On 06/04/2012 05:53 PM, Brian Candler wrote:
If I wanted to do a DoS attack, I would simply submit valid-looking (but non-existent) realms, or indeed invalid usernames at valid realms, which would force the proxying all the way through to the end server for that realm.
Sure. Sanitising doesn't protect against even slightly determined attacks. But it is an improvement over no sanitisation at all - experience in the eduroam environment has demonstrated that.
Also, I would expect that the majority of typos would result in "valid"
You'd be surprised! We see some extraordinary stuff; I'm not even sure how some of it gets typed in by the user. I think the username with a newline / "\n" in it was the most impressive...
domains, or at least valid by that regexp's definition of valid. A robust network would be able to cope with those sort of typos too.
Ideally, yes. Unfortunately RADIUS is an old protocol, and layering the kind of semantics required on top of it, especially when some participants in the roaming network insist on using crappy RADIUS servers (i.e. NOT FR) is tricky. Sanitisation is really a very small part of that, but it's helpful nonetheless.
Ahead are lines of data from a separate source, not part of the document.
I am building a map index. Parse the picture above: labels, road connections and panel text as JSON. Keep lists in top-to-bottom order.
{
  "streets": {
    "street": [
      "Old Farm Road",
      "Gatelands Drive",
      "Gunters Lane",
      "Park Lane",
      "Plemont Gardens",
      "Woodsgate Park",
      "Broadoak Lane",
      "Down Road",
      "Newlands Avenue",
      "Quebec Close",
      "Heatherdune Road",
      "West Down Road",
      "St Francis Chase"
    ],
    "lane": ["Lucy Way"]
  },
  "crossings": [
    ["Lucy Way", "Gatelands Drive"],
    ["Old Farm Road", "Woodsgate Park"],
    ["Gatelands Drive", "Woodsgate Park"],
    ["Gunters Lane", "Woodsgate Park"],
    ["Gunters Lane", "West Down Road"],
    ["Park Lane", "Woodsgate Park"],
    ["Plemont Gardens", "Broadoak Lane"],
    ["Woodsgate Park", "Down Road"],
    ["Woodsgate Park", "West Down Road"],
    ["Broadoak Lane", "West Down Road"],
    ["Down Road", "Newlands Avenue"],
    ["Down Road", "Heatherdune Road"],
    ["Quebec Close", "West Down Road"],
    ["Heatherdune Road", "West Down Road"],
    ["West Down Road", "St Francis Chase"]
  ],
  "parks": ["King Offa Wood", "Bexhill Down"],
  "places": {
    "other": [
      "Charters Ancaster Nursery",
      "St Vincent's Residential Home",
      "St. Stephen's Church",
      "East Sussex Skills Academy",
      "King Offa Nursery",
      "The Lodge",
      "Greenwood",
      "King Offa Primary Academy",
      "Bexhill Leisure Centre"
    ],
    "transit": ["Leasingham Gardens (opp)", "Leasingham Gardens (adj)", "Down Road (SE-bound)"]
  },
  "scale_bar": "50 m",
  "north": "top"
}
However I won't argue with you guys who have operational experience of eduroam. If you say pre-validation is a good idea then it is.
In that case though, I would be inclined to write a validation regexp which fully matches the ABNF in RFC 2486.
IIRC that's actually very difficult, maybe impossible, with classic regexps. Maybe it's possible with the PCRE path I added a while back, but I'm not sure.